Irreducibility of Polynomials without Eisenstein In order to do a different task, I need to show that $f:=X^4-10X^2+1$ is irreducible over $\mathbb{Q}$ and that $g:=X^2Y^2-2Y^2-3X+6$ is irreducible over $\mathbb{Q}[X]$. Since I don't think that  Eisenstein criterion works here, I was wondering if there is another simple method to check that. Thanks in advance for any help!
 A: Hint:
For the first one, Suppose $f$ is reducible in $\mathbb{Q}[X]$. Clearly, there exists no rational root of the form $p/q$ (You could check this!!). So, it's possible that $f(x)$ is the product of two irreducible quadratics.
Suppose $f(X) = (X^2+aX+b)(X^2 + cX+d)$, where $a,b,c,d \in \mathbb{Q}$
Using this, you can arrive at a contradiction.
For the second one, as it has already been mentioned in the comments, $g$ is irreducible in $\mathbb{Q}[X,Y]$. Note that, you could use the fact that $\mathbb{Q}[X,Y]= (\mathbb{Q}[X])[Y]$. i.e Treat $g$ as a polynomial of $Y$ with coefficients in $\mathbb{Q}[X]$.
A: For the first one, there is a simplification due to https://en.wikipedia.org/wiki/Gauss%27s_lemma_(polynomial)
We see quickly that there are no rational roots. We are left with showing that the quartic is not the product of two quadratics with integer polynomials. The choices are
$$ (x^2 + Ax + 1)(x^2 + Bx + 1) $$ or
$$ (x^2 + Cx - 1)(x^2 + Dx - 1) .$$
From the coefficients of $x^3$ and $x$ being zero, we get $A+B = C+D = 0.$ Alright,
$$ (x^2 + Ax + 1)(x^2 -Ax + 1) $$ or
$$ (x^2 + Cx - 1)(x^2 -Cx - 1) .$$
All that is left is to get the coefficient $-10$ of $x^2,$ this may or may not be possible.

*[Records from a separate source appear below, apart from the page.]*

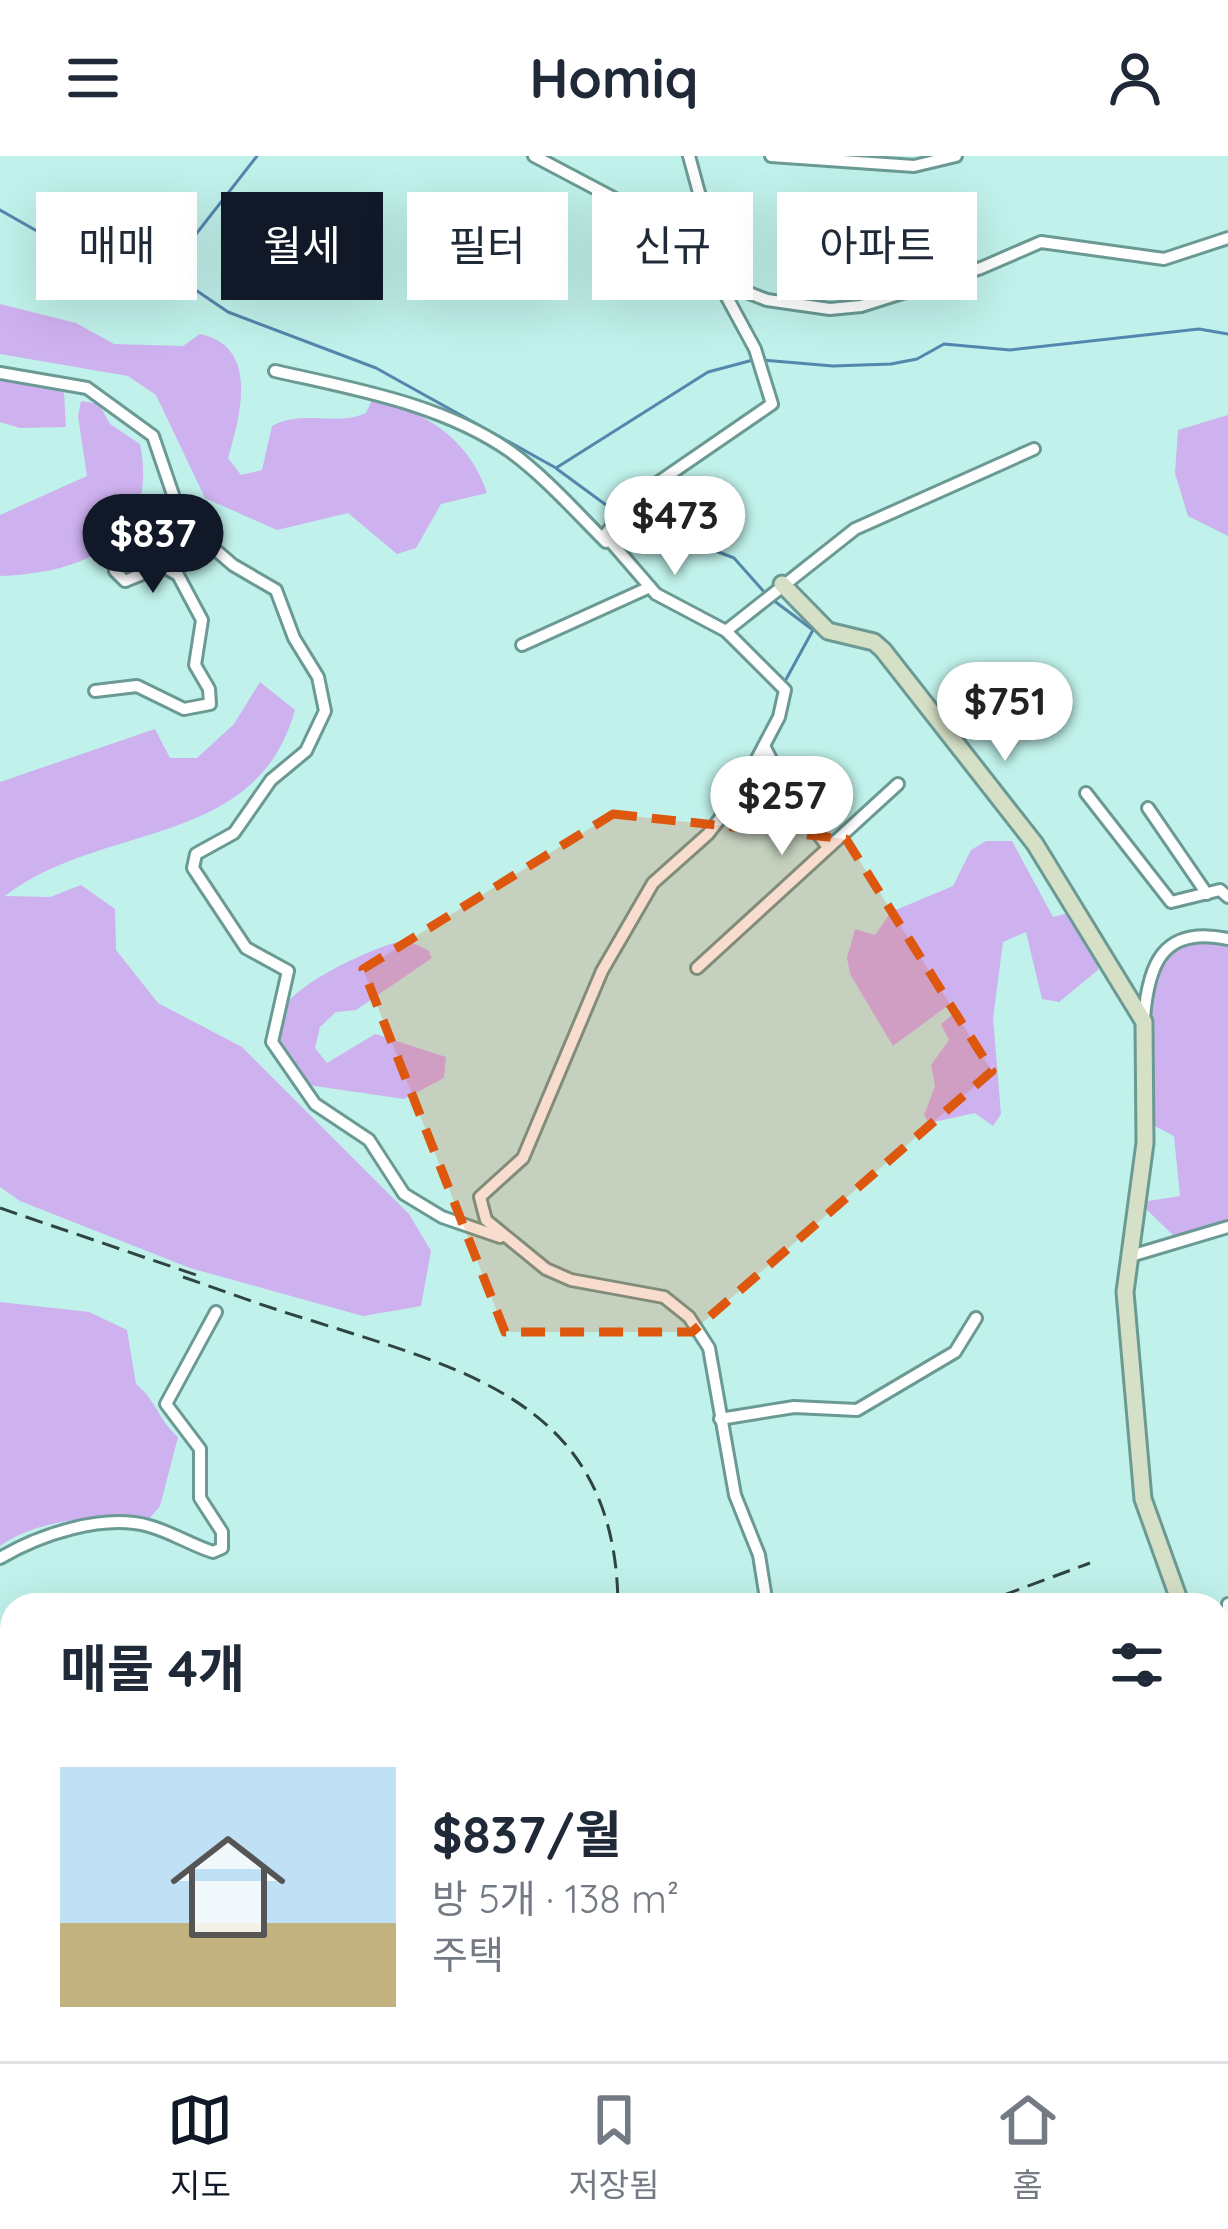 <!DOCTYPE html>
<html lang="ko">
<meta charset="utf-8">
<style>
:root{--surface:#fff;--page:#f2f2f3;--text:#1f2937;--muted:#747a83;--line:#e0e1e3;--accent:#111827}
body{margin:0;font-family:Quicksand,"Noto Sans KR",sans-serif;background:var(--page);color:var(--text);height:100vh;display:flex;flex-direction:column;font-size:45px;white-space:nowrap}
*{box-sizing:border-box;margin:0}
p{font-size:39px;color:var(--muted)}
.icon{flex:none;width:66px;height:66px;fill:none;stroke:currentColor;stroke-width:2;stroke-linecap:round;stroke-linejoin:round}
.map{position:relative;flex:1;overflow:hidden}
.side{position:absolute;left:0px;top:1437px;width:1230px;height:468px;display:flex;flex-direction:column;background:var(--surface);border-radius:36px 36px 0 0;box-shadow:0 12px 48px #0002}
.side>*{flex:none}
.hud{position:absolute;left:36px;top:36px;width:1158px;height:108px;display:flex;gap:24px}
.price{position:absolute;translate:-50% -102px;padding:0 27px;border-radius:42px;background:#fff;color:#222;font-size:39px;line-height:78px;filter:drop-shadow(0 3px 6px #0008)}
.price::after{content:'';position:absolute;left:50%;top:72px;width:36px;height:27px;margin-left:-18px;background:inherit;clip-path:polygon(0 0,100% 0,50% 100%)}
.price.active{background:var(--accent);color:#fff}
ul{padding:0;list-style:none}
li{display:flex;align-items:center;gap:36px;height:300px;padding:0 60px}
li span{display:grid;place-items:center;flex:none;width:336px;height:240px;border-radius:0px;color:#555}
li>.icon{margin-inline-start:auto}
span .icon{width:144px;height:144px;fill:#fffc;stroke-width:1}
li b{font-size:51px}
h2{display:flex;justify-content:space-between;align-items:center;height:144px;padding:0 60px;font-size:51px}
.pill{padding:0 42px;border-radius:0px;background:var(--surface);box-shadow:0 12px 48px #0002;font-size:42px;line-height:108px}
.pill.active{background:var(--accent);color:#fff}
header{display:flex;justify-content:space-between;align-items:center;height:156px;padding:0 60px;background:var(--surface);font-size:54px;font-weight:700}
.tab-bar{display:flex;justify-content:space-around;align-items:center;height:168px;border-top:3px solid var(--line);background:var(--surface);font-size:33px;color:var(--muted)}
.tab-bar a{display:grid;justify-items:center;gap:6px}
.tab-bar .active{color:var(--accent)}
.map>svg:first-child{display:block}
.green{fill:#ceb1ef}
.lines{fill:none;stroke-linecap:round;stroke-linejoin:round}
.stream{stroke:#5387ad;stroke-width:3}
.canal{stroke:#6bade5;stroke-width:9}
.street-casing{stroke:#6b9a94;stroke-width:16}
.secondary-casing{stroke:#6b9a94;stroke-width:21}
.primary-casing{stroke:#fff;stroke-width:22}
.street{stroke:#fff;stroke-width:10}
.secondary{stroke:#d6e0c6;stroke-width:15}
.primary{stroke:#aec08c;stroke-width:16}
.rail{stroke:#2e4542;stroke-width:3;stroke-dasharray:18 9;stroke-linecap:butt}
.marked{fill:#de570e;fill-opacity:0.2;stroke:#de570e;stroke-width:9;stroke-dasharray:24 15;stroke-linejoin:round}
</style>
<header><svg class="icon" aria-label="menu" viewBox="0 0 24 24"><path d="M4 6h16M4 12h16M4 18h16"/></svg>Homiq<svg class="icon" aria-label="person" viewBox="0 0 24 24"><circle cx="12" cy="8" r="4"/><path d="M4 21q1-7 8-7t8 7"/></svg></header>
<div class="map">
<svg width="1228" height="1905" viewBox="0 0 1228 1905">
<rect width="100%" height="100%" fill="#c0f1ea"/>
<g class="green">
<path d="M0,148L76,167L114,188L183,190L200,178C259,190 241,258 228,302L241,319L262,314L272,270C304,253 334,271 366,257L372,244C424,253 470,284 487,337L441,348L416,392L397,398L348,357L277,374L205,342L156,239L128,220L0,198Z"/>
<path d="M0,221L64,236L66,271L20,272L0,266Z"/>
<path d="M81,245L99,248L110,268L140,288C160,386 83,417 0,420V359L87,320L78,260Z"/>
<path d="M1228,259V380L1188,360L1175,317L1178,274Z"/>
<path d="M260,526L295,554C256,694 102,665 5,740L50,741L81,729L115,753L116,794L158,847L242,891L409,1058L431,1095L421,1150L363,1160L190,1112L20,1045L0,1031V626L155,573L170,602H197L234,568Z"/>
<path d="M986,685H1012L1053,761L1069,757L1098,798V814L1059,846L1042,843L1026,776L1003,786L993,862L1001,958L993,970L975,957L929,967L924,959L935,930L931,909L949,884L941,868L959,853L954,845L893,890L850,818L847,802L855,773L875,779L891,756L953,730L971,694Z"/>
<path d="M406,784L428,794L432,802L356,854L336,856L320,871L315,892L327,907L375,878L446,901L444,922L404,943L308,929C294,911 272,886 279,861C286,830 377,789 406,784Z"/>
<path d="M1199,784L1228,790V1064L1174,1080L1144,1051L1148,1045L1180,1040L1174,980L1153,969C1152,931 1140,849 1153,815C1161,796 1181,789 1199,784Z"/>
<path d="M0,1146L89,1156L127,1174L136,1228C156,1244 159,1265 178,1281L160,1350L150,1362C102,1359 39,1362 0,1390Z"/>
</g>
<g class="lines">
<g class="stream">
<path d="M0,54L44,79L100,77L131,90L228,156L376,212L556,312L708,216L753,204"/>
<path d="M168,114L257,0"/>
<path d="M762,204L833,210L891,208L917,203L944,188L1010,194L1199,173L1228,178"/>
<path d="M557,313L617,357"/>
<path d="M626,360L734,402L766,438"/>
<path d="M773,444L813,474L784,527"/>
<path d="M775,556L780,536"/>
</g>
<g class="canal">
<path d="M1218,1653L1228,1669"/>
<path d="M524,1905L530,1893"/>
</g>
<defs>
<g id="street">
<path d="M534,0L659,66L705,116L721,126L767,144L830,153L861,150L981,112L1041,86L1164,103L1228,82"/>
<path d="M689,0L704,55L716,75L717,123L755,193L772,248L631,345L605,379L656,438L726,475"/>
<path d="M771,0L914,10L956,0"/>
<path d="M275,215C354,233 443,248 511,296C546,322 575,355 606,386"/>
<path d="M0,217L87,232L153,280L182,365L233,409L276,434L294,482L318,521L325,555L306,595L271,624L234,677L196,698L193,712L246,792L288,815L272,886L315,948L369,984L404,1038L442,1061L500,1081"/>
<path d="M522,489L650,431"/>
<path d="M95,535L137,530L184,553L210,548L209,533L195,509L202,464L178,419L162,410L125,425L115,415L128,399L182,365"/>
<path d="M764,590L793,645L827,690"/>
<path d="M1086,637L1171,746L1220,734L1228,741"/>
<path d="M1148,652L1207,738"/>
<path d="M697,812L898,628"/>
<path d="M1144,863C1148,808 1163,769 1228,783"/>
<path d="M1134,1099L1228,1071"/>
<path d="M720,1263L794,1251L857,1254L955,1196L976,1162"/>
<path d="M0,1402C39,1379 103,1357 149,1370C171,1376 191,1389 213,1396L222,1392V1376L200,1342V1293L166,1248L216,1156"/>
<path d="M767,1449L759,1399L735,1339L709,1192L689,1161L664,1141L571,1124L546,1113L486,1064L480,1041L523,1002L602,815L653,727L708,678L738,639L779,561L785,534L726,475L855,373L1034,293"/>
<path d="M1228,1493V1448"/>
<path d="M0,1697L12,1676"/>
<path d="M0,1766H12"/>
<path d="M331,1905L342,1893"/>
</g>
<g id="secondary">
<path d="M782,428L828,475L874,486L883,494L1035,688L1144,866L1145,987L1125,1136L1143,1343L1181,1449"/>
<path d="M1218,1540L1228,1565"/>
</g>
<g id="primary">
<path d="M1218,1796L1228,1791"/>
<path d="M968,1905L993,1893"/>
</g>
</defs>
<use href="#street" class="street-casing"/>
<use href="#secondary" class="secondary-casing"/>
<use href="#primary" class="primary-casing"/>
<use href="#street" class="street"/>
<use href="#secondary" class="secondary"/>
<use href="#primary" class="primary"/>
<g class="rail">
<path d="M0,1052L199,1120"/>
<path d="M183,1121C226,1136 269,1152 313,1165C469,1215 616,1248 618,1449"/>
<path d="M977,1449L1090,1407"/>
<path d="M1218,1688L1228,1684"/>
<path d="M521,1905L525,1893"/>
<path d="M723,1905L745,1893"/>
</g>
</g>
<path class="marked" d="M613,658L846,683L992,915L692,1176H505L363,813Z"/>
</svg>
<b class="price" style="left:675px;top:422px">$473</b>
<b class="price active" style="left:153px;top:440px">$837</b>
<b class="price" style="left:1005px;top:608px">$751</b>
<b class="price" style="left:782px;top:702px">$257</b>
<div class="hud">
<a class="pill">매매</a>
<a class="pill active">월세</a>
<a class="pill">필터</a>
<a class="pill">신규</a>
<a class="pill">아파트</a>
</div>
<section class="side">
<h2>매물 4개<svg class="icon" aria-label="filters" viewBox="0 0 24 24"><path d="M4 7h16M4 17h16"/><circle cx="9" cy="7" r="2"/><circle cx="15" cy="17" r="2"/></svg></h2>
<ul>
<li><span style="background:linear-gradient(#bfe0f5 65%,#c2b280 0)"><svg class="icon" aria-label="home" viewBox="0 0 24 24"><path d="M3 11l9-7 9 7M6 9v11h12V9"/></svg></span><div><b>$837/월</b><p>방 5개 · 138 m²</p><p>주택</p></div></li>
</ul>
</section>
</div>
<nav class="tab-bar">
<a class="active"><svg class="icon" aria-label="map" viewBox="0 0 24 24"><path d="M3 6l6-2 6 2 6-2v14l-6 2-6-2-6 2zM9 4v14M15 6v14"/></svg>지도</a>
<a><svg class="icon" aria-label="saved" viewBox="0 0 24 24"><path d="M7 4h10v16l-5-4-5 4z"/></svg>저장됨</a>
<a><svg class="icon" aria-label="home" viewBox="0 0 24 24"><path d="M3 11l9-7 9 7M6 9v11h12V9"/></svg>홈</a>
</nav>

We reach $$   2 - A^2 = -10, $$
$$ -2 - C^2 = -10,  $$ for
$$ 12 = A^2, $$
$$ 8 = C^2 $$
Neither is possible with integers. You might try confirming that 
$$ (x^2 + x \sqrt {12} + 1)(x^2 -x \sqrt {12} + 1) = x^4 - 10 x^2 + 1.$$
$$ (x^2 + x \sqrt 8 - 1)(x^2 -x \sqrt 8 - 1) = x^4 - 10 x^2 + 1.$$